Articles like this (linked in another answer) are wrong about this aspect of HTTP/2. They say it's not bidi. Look, there is one thing that can't happen with HTTP/2: After the connection is opened, the server can't initiate a regular stream, only a push stream. But once the client opens a stream by sending a request, both sides can send DATA frames across a persistent socket at any time - full bidi.
That's not much different from websockets: the client has to initiate a websocket upgrade request before the server can send data across, too.
The biggest difference is that, unlike websockets, HTTP/2 defines its own multiplexing semantics: how streams get identifiers and how frames carry the id of the stream they're on. HTTP/2 also defines flow control semantics for prioritizing streams. This is important in most real-world applications of bidi.
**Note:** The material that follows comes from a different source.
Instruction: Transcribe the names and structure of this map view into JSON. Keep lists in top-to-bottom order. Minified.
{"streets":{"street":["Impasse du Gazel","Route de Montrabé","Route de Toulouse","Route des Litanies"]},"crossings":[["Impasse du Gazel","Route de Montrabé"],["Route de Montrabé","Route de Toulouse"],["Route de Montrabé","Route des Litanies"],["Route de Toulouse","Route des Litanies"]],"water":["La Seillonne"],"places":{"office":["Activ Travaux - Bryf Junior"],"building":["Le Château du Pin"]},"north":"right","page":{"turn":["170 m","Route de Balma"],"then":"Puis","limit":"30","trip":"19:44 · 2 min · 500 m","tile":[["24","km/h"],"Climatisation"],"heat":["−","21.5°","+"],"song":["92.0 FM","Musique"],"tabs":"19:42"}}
(That wrong article also says that the Websocket standard has multiplexing. No, it doesn't. It's not really hard to find that out, just open the Websocket RFC 6455 and press ⌘-F, and type "multiplex". After you read
The protocol is intended to be extensible; future versions will likely introduce additional concepts such as multiplexing.
You will find that there is 2013 draft extension for Websocket multiplexing. But I don't know which browsers, if any, support that. I wouldn't try to build my SPA webapp on the back of that extension, especially with HTTP/2 coming, the support may never arrive).
Multiplexing is exactly the kind of thing that you normally have to do yourself whenever you open up a websocket for bidi, say, to power a reactively updating single page app. I'm glad it's in the HTTP/2 spec, taken care of once and for all.
If you want to know what HTTP/2 can do, just look at gRPC. gRPC is implemented across HTTP/2. Look specifically at the half and full duplex streaming options that gRPC offers. (Note that gRPC doesn't currently work in browsers, but that is actually because browsers (1) don't expose the HTTP/2 frame to the client javascript, and (2) don't generally support Trailers, which are used in the gRPC spec.)
Where might websockets still have a place? The big one is server->browser pushed binary data. HTTP/2 does allow server->browser pushed binary data, but it isn't exposed in browser JS. For applications like pushing audio and video frames, this is a reason to use websockets.
Edit: Jan 17 2020
Over time this answer has gradually risen up to the top (which is good, because this answer is more-or-less correct). However there are still occasional comments saying that it is not correct for various reasons, usually related to some confusion about PUSH_PROMISE or how to actually consume message-oriented server -> client push in a single page app.
If you need to build a real-time chat app, let's say, where you need to broadcast new chat messages to all the clients in the chat room that have open connections, you can (and probably should) do this without websockets.
You would use Server-Sent Events to push messages down and the Fetch api to send requests up. Server-Sent Events (SSE) is a little-known but well supported API that exposes a message-oriented server-to-client stream. Although it doesn't look like it to the client JavaScript, under the hood your browser (if it supports HTTP/2) will reuse a single TCP connection to multiplex all of those messages. There is no efficiency loss and in fact it's a gain over websockets because all the other requests on your page are also sharing that same TCP connection. Need multiple streams? Open multiple EventSources! They'll be automatically multiplexed for you.
Besides being more resource efficient and having less initial latency than a websocket handshake, Server-Sent Events have the nice property that they automatically fall back and work over HTTP/1.1. But when you have an HTTP/2 connection they work incredibly well.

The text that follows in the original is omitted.